PROBLEM TO SOLVE: Please repeat the records exactly from their first line, finishing at the line containing "0 #6e5436) drop-shadow(-2px" and including it.

MATERIALS PROVIDED:
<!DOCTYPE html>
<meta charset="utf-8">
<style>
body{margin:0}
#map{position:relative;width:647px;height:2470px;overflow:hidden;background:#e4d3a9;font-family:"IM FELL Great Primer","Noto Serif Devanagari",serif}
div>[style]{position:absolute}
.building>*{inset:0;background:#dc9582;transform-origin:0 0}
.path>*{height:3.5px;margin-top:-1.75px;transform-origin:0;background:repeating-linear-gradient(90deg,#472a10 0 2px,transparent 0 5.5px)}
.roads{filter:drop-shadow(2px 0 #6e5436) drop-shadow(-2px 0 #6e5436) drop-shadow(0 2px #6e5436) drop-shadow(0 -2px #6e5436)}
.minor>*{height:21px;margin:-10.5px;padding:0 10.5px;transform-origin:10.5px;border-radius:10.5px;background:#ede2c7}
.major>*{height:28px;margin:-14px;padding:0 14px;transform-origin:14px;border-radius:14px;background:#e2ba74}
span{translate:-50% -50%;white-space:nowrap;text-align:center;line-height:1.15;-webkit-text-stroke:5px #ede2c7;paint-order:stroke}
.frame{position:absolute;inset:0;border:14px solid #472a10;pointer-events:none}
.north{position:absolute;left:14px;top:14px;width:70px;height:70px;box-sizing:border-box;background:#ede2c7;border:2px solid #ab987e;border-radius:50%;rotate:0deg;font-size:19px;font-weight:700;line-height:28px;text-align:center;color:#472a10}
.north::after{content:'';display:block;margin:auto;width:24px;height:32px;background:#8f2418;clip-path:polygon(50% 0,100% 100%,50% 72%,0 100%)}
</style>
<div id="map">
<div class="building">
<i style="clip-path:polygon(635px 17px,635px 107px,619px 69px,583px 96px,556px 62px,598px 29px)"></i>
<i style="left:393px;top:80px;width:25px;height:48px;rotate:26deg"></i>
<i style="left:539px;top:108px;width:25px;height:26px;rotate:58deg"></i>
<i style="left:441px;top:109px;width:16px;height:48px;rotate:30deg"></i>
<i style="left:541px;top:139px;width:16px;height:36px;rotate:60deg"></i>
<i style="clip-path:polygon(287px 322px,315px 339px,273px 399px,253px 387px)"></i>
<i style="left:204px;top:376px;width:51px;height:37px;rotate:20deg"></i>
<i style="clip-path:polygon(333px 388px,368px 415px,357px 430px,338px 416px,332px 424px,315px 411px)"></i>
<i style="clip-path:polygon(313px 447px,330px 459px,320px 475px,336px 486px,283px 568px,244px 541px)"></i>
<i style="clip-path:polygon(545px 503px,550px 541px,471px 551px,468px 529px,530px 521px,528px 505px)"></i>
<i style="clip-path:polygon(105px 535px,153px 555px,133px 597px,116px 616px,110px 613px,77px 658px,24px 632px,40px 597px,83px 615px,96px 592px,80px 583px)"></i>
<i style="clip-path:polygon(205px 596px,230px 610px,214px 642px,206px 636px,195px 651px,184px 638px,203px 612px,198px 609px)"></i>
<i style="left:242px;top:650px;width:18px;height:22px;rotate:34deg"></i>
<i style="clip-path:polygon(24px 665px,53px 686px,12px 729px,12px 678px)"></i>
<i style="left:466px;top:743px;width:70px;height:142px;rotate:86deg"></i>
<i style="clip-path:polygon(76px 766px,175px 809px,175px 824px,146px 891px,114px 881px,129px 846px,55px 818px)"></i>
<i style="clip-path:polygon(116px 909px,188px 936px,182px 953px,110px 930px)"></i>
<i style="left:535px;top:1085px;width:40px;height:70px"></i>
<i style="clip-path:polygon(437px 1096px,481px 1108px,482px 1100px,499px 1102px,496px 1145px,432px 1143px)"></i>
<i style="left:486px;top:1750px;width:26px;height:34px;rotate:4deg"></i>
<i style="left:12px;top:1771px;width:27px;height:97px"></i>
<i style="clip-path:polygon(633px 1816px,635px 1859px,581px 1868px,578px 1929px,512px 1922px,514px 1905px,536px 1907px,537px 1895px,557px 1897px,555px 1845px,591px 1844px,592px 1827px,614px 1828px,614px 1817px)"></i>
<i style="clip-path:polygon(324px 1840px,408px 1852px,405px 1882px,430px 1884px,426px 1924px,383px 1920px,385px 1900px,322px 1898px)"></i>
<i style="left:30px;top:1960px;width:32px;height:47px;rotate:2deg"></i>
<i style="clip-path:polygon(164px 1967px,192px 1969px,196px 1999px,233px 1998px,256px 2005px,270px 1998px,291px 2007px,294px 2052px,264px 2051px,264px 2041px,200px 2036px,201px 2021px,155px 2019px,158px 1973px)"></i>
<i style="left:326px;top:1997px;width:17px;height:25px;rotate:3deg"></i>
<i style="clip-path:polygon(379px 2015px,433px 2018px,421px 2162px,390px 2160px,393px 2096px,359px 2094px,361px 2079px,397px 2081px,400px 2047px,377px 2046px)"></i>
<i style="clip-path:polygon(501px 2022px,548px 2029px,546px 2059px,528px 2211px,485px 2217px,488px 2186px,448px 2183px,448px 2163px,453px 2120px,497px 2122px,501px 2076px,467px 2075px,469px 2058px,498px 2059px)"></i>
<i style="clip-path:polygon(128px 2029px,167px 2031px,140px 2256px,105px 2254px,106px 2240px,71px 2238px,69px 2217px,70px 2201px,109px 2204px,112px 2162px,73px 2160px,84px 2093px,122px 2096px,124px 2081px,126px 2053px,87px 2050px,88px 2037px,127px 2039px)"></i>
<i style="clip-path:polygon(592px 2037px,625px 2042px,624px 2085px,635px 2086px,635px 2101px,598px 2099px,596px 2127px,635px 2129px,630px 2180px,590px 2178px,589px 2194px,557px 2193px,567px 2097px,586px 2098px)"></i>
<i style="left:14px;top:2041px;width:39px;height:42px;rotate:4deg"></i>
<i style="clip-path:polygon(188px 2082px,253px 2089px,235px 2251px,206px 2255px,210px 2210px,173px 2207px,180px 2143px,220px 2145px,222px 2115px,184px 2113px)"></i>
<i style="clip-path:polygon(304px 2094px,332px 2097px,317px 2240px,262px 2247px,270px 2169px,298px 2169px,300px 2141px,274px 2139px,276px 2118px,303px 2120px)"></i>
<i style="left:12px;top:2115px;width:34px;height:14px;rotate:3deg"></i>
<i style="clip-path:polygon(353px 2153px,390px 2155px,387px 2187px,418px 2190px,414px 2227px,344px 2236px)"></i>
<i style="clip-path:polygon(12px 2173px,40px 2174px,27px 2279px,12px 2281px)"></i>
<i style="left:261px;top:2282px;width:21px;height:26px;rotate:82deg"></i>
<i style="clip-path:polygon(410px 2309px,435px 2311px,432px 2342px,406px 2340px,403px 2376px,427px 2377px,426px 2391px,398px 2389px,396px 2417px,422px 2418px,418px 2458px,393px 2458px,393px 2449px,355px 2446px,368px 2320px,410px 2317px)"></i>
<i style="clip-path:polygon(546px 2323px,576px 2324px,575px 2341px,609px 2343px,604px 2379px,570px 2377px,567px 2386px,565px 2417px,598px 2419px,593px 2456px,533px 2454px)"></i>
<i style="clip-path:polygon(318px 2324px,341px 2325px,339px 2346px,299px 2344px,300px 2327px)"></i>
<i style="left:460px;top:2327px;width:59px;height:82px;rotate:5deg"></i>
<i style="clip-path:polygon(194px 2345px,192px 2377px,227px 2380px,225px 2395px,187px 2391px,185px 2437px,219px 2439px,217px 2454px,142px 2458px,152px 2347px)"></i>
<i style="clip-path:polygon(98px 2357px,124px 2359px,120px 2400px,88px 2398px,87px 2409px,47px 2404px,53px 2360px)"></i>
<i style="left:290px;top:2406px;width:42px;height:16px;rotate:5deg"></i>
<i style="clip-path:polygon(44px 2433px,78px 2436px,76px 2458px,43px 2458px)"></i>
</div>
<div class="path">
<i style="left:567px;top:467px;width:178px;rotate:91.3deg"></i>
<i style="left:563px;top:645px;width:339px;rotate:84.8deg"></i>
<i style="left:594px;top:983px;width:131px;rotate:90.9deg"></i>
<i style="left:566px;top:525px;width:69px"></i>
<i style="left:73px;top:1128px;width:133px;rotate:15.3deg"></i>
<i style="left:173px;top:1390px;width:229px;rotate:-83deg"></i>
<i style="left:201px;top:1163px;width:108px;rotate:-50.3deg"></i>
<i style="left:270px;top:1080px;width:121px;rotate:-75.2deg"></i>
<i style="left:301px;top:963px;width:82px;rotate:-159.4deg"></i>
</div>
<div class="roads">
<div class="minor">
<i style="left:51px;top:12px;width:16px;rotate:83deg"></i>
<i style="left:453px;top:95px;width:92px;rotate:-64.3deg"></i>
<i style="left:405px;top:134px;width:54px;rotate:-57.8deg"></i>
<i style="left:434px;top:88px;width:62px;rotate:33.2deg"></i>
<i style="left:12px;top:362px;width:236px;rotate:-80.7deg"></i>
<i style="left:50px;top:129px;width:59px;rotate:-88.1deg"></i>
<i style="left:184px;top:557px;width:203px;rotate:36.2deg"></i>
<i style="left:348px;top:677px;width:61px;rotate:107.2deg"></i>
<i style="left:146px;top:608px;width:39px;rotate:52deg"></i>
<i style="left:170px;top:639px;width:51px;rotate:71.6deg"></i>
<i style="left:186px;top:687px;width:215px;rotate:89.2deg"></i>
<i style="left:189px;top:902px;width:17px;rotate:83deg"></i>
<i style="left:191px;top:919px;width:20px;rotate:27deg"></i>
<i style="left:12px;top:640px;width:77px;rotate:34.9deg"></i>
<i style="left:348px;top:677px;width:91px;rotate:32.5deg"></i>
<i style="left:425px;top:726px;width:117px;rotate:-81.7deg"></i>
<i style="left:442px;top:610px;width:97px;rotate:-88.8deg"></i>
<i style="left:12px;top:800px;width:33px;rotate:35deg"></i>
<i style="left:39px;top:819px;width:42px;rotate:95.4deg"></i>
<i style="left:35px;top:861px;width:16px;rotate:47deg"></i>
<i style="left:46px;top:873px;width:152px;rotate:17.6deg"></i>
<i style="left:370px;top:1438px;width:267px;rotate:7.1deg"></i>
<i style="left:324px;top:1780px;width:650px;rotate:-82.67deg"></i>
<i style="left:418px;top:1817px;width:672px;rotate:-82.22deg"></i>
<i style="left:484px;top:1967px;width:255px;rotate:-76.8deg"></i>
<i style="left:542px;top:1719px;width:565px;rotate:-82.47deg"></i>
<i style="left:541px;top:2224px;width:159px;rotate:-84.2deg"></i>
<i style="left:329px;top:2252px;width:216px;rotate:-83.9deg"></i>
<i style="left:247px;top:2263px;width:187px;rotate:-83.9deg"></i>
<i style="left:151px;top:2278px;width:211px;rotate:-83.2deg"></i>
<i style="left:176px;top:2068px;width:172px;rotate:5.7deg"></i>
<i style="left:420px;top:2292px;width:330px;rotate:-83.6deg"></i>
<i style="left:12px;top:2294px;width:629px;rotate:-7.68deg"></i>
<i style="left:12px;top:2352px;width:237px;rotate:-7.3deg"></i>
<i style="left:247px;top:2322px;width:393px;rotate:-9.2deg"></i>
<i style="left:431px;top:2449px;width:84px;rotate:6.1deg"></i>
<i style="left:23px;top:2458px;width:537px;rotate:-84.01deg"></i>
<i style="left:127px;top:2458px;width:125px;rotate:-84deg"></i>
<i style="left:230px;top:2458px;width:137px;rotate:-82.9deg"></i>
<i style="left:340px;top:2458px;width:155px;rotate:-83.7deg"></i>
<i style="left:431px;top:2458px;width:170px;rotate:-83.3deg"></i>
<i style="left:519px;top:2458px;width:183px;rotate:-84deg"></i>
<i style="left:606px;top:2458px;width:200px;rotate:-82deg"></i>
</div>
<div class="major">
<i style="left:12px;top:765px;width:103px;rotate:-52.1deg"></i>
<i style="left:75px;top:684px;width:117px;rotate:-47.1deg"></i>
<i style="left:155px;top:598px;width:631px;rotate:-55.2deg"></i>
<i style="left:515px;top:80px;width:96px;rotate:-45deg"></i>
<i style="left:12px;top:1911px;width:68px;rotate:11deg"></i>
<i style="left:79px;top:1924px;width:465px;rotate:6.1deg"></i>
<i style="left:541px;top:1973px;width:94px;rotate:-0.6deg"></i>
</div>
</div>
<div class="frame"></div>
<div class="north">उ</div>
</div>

REPLY:
<!DOCTYPE html>
<meta charset="utf-8">
<style>
body{margin:0}
#map{position:relative;width:647px;height:2470px;overflow:hidden;background:#e4d3a9;font-family:"IM FELL Great Primer","Noto Serif Devanagari",serif}
div>[style]{position:absolute}
.building>*{inset:0;background:#dc9582;transform-origin:0 0}
.path>*{height:3.5px;margin-top:-1.75px;transform-origin:0;background:repeating-linear-gradient(90deg,#472a10 0 2px,transparent 0 5.5px)}
.roads{filter:drop-shadow(2px 0 #6e5436) drop-shadow(-2px 0 #6e5436) drop-shadow(0 2px #6e5436) drop-shadow(0 -2px #6e5436)}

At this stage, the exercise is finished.